[Bug c++/57489] New: [4.8 regression]: invalid code generated for conditional in template function

2013-05-31 Thread jhand at austin dot rr.com
http://gcc.gnu.org/bugzilla/show_bug.cgi?id=57489

Bug ID: 57489
   Summary: [4.8 regression]: invalid code generated for
conditional in template function
   Product: gcc
   Version: unknown
Status: UNCONFIRMED
  Severity: normal
  Priority: P3
 Component: c++
  Assignee: unassigned at gcc dot gnu.org
  Reporter: jhand at austin dot rr.com

Created attachment 30235
  --> http://gcc.gnu.org/bugzilla/attachment.cgi?id=30235&action=edit
test_parse.cpp

In gcc-4.8.0 and gcc-4.8.1-RC-20130527, g++ is generating some invalid code
that is causing my test regressions to fail. gcc-4.7.3 and gcc-4.6.3 both
generate valid code. Comping with -O2 or higher fails, while -O1 or lower
works. Adding -fno-inline allows the test to succeed. Changing test_parser() to
a non-template function also allows the test to succeed.

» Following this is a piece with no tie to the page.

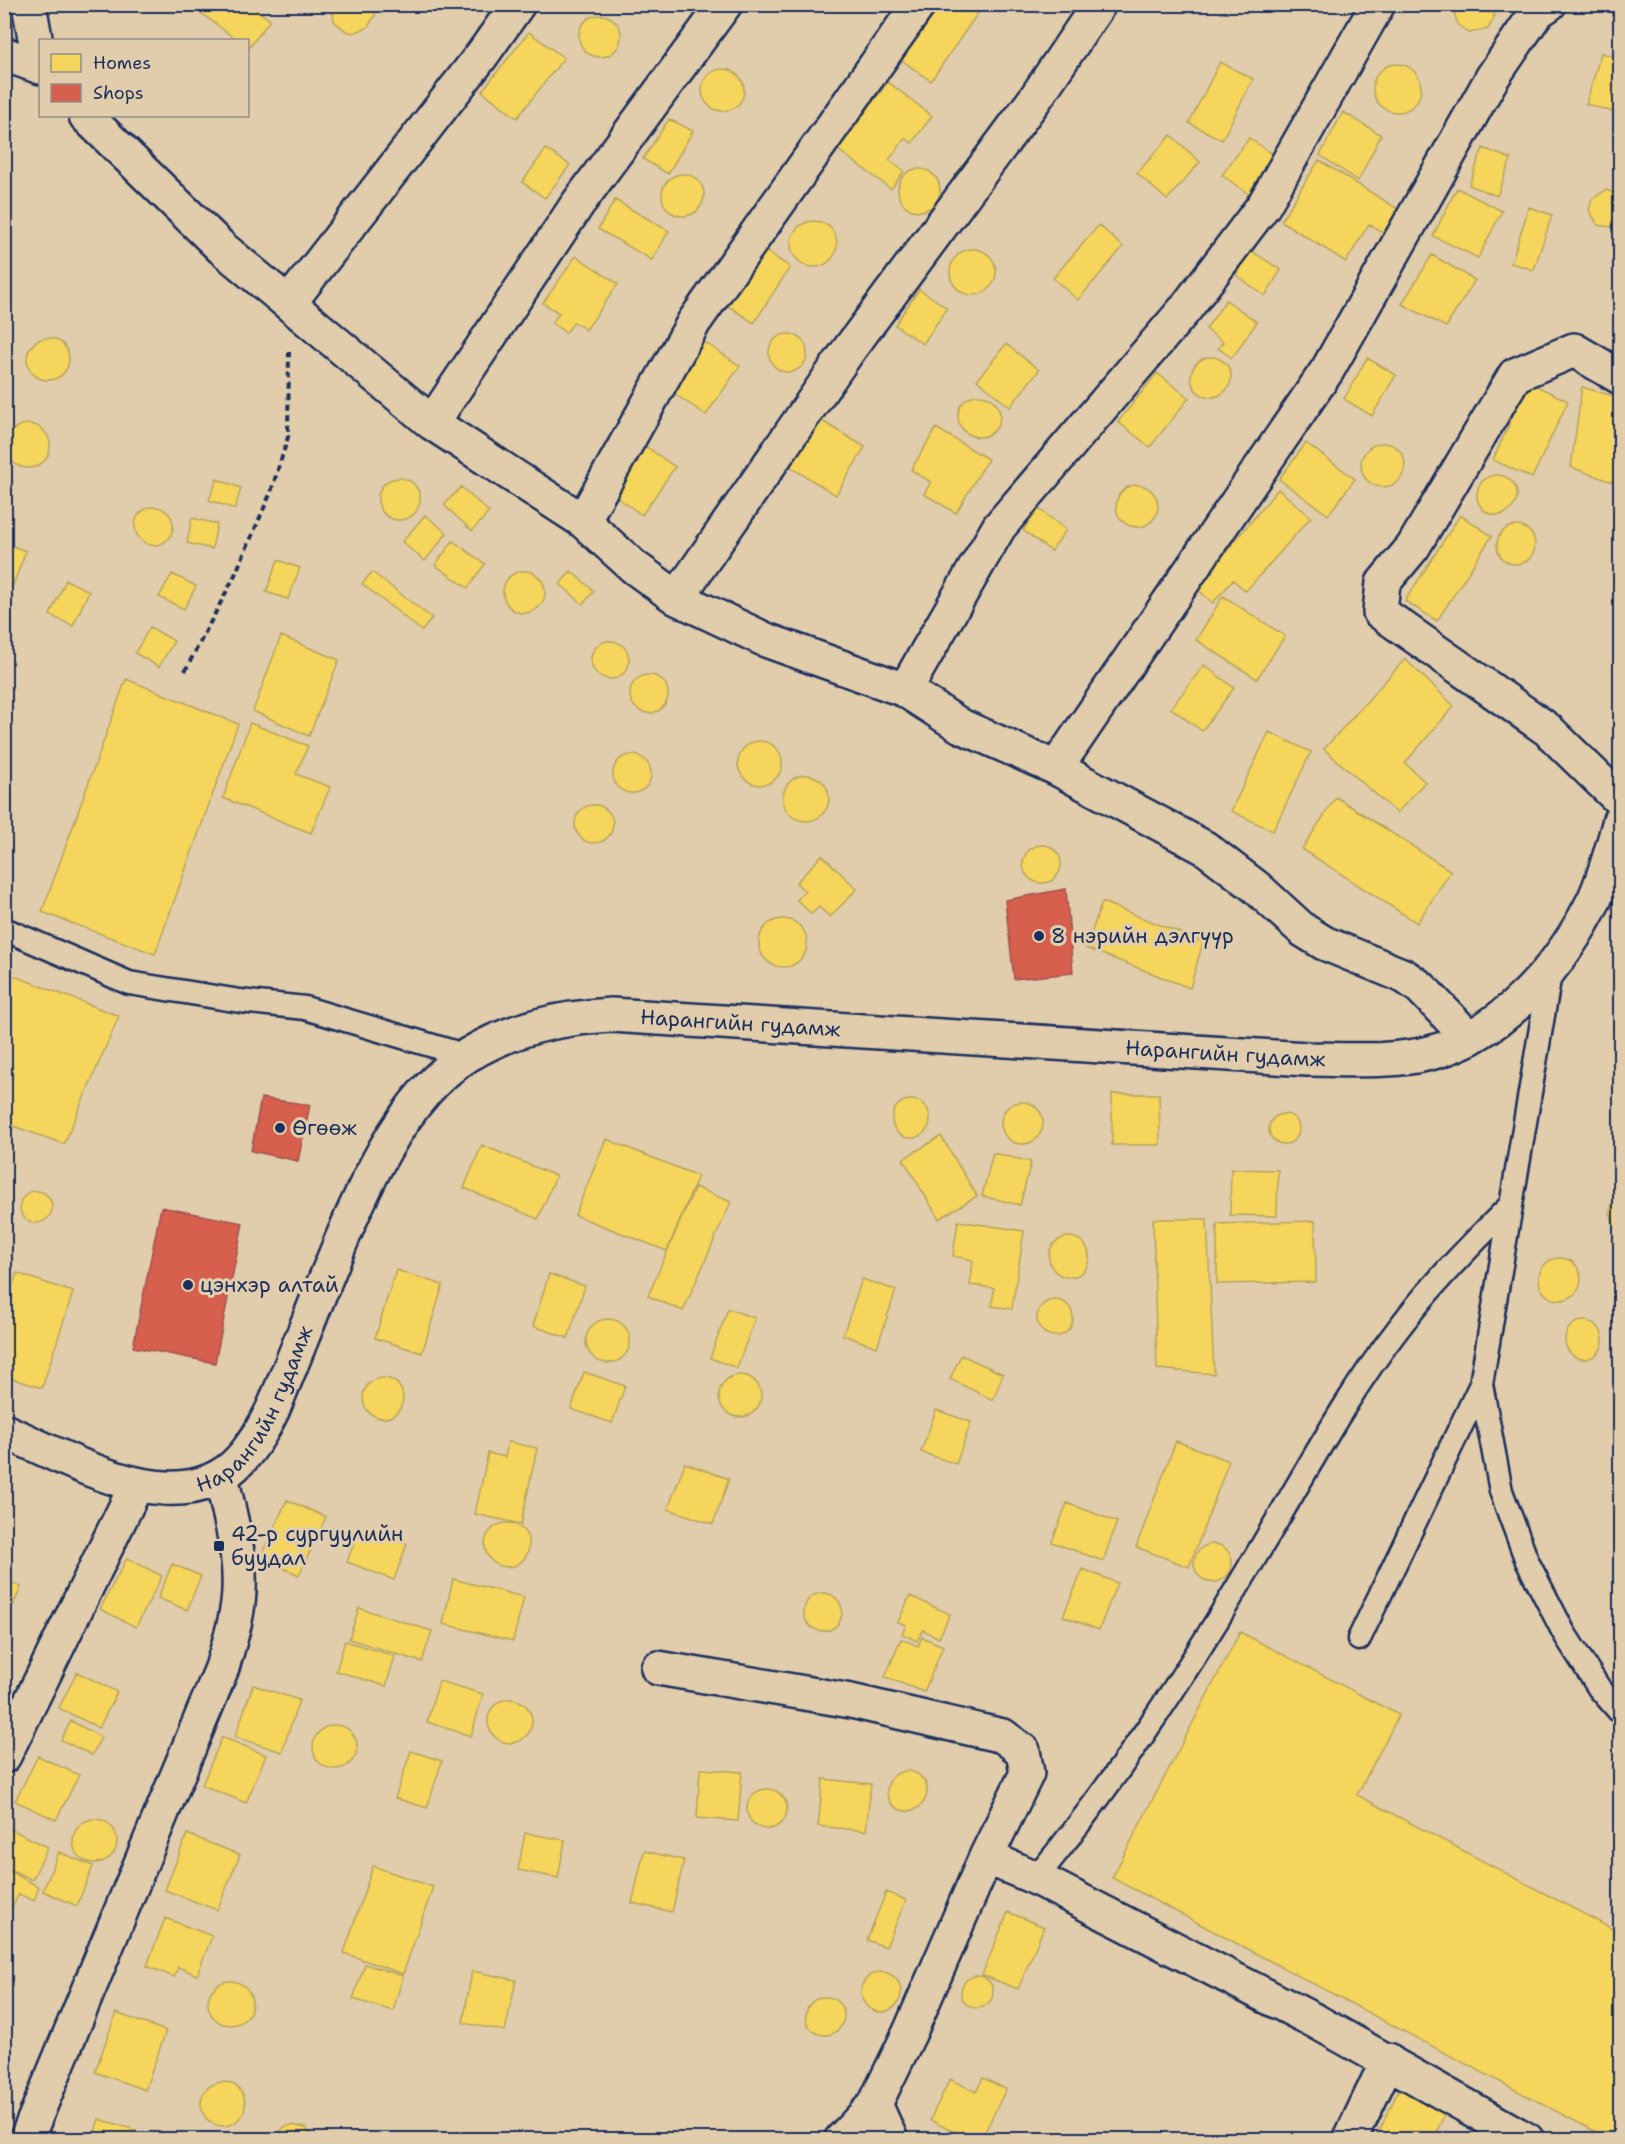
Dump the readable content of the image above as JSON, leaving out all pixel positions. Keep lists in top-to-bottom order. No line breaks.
{"streets":{"street":["Нарангийн гудамж"]},"places":{"other":["8 нэрийн дэлгүүр","Өгөөж","цэнхэр алтай"],"transit":["42-р сургуулийн буудал"]},"legend":["Homes","Shops"]}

This has been tested only on a 64-bit environment on Fedora 16.

Here is a more complete description of the test. First, the code to parse the
number seems to be working properly. However, a conditional in the test, "if
(expected_v != actual_v || expected_i != actual_i)" seems to fail even though
expected_v == actual_v and expected_i == actual_i. When the test fails, it
generates the following message:

bad parse: "9223372036854775807": expected_v=9223372036854775807
actual_v=9223372036854775807 expected_i=19 actual_i=19

The number that is being parsed is equal to 0x7fff, however
slightly smaller numbers cause the test to still fail, and some number that is
smaller allows the test to succeed.

I'm attaching the simple test case that demonstrates the problem.

Compile with the following:

g++ -O2 -o test_parse test_parse.cpp


[Bug c++/57489] [4.8 regression]: invalid code generated for conditional in template function

2013-05-31 Thread jhand at austin dot rr.com
http://gcc.gnu.org/bugzilla/show_bug.cgi?id=57489

Jim Hand  changed:

   What|Removed |Added

Version|unknown |4.8.1
   Severity|normal  |major


[Bug c++/57489] [4.8 regression]: invalid code generated for conditional in template function

2013-05-31 Thread jhand at austin dot rr.com
http://gcc.gnu.org/bugzilla/show_bug.cgi?id=57489

--- Comment #1 from Jim Hand  ---
One of my coworkers looked at the assembly and said that it appears g++ isn't
even generating code for the conditional "if (expected_v != actual_v ||
expected_i != actual_i)" when this occurs. It appears the compiler is analyzing
the inline code and determining that the conditional isn't required. Testing
with some smaller numbers seems to cause the conditional to be generated.

With a number of 9223372036854775759 or less, the conditional seems to work as
expected.

Good luck with this one!


[Bug c++/57489] [4.8 regression]: invalid code generated for conditional in template function

2013-05-31 Thread jhand at austin dot rr.com
http://gcc.gnu.org/bugzilla/show_bug.cgi?id=57489

--- Comment #3 from Jim Hand  ---
Thanks Marc, that seems to allow the code to work properly. One thing that is
somewhat troubling, even though the code seems to work properly with the
parenthesis, is that changing the following without the parenthesis:

   if (expected_v != actual_v || expected_i != actual_i) {

to just the following:

   if (expected_v != actual_v) {

prevents the printf() from being called. Also having the following prevents the
printf() from being called:

   if (expected_t != actual_i) {

I would agree that the the missing parenthesis results in some undefined
behavior, but it also looks like the compiler isn't behaving in a predictable
manner. Perhaps a compiler warning could be useful in this situation, but
nothing seems to be generated with the -Wall flag.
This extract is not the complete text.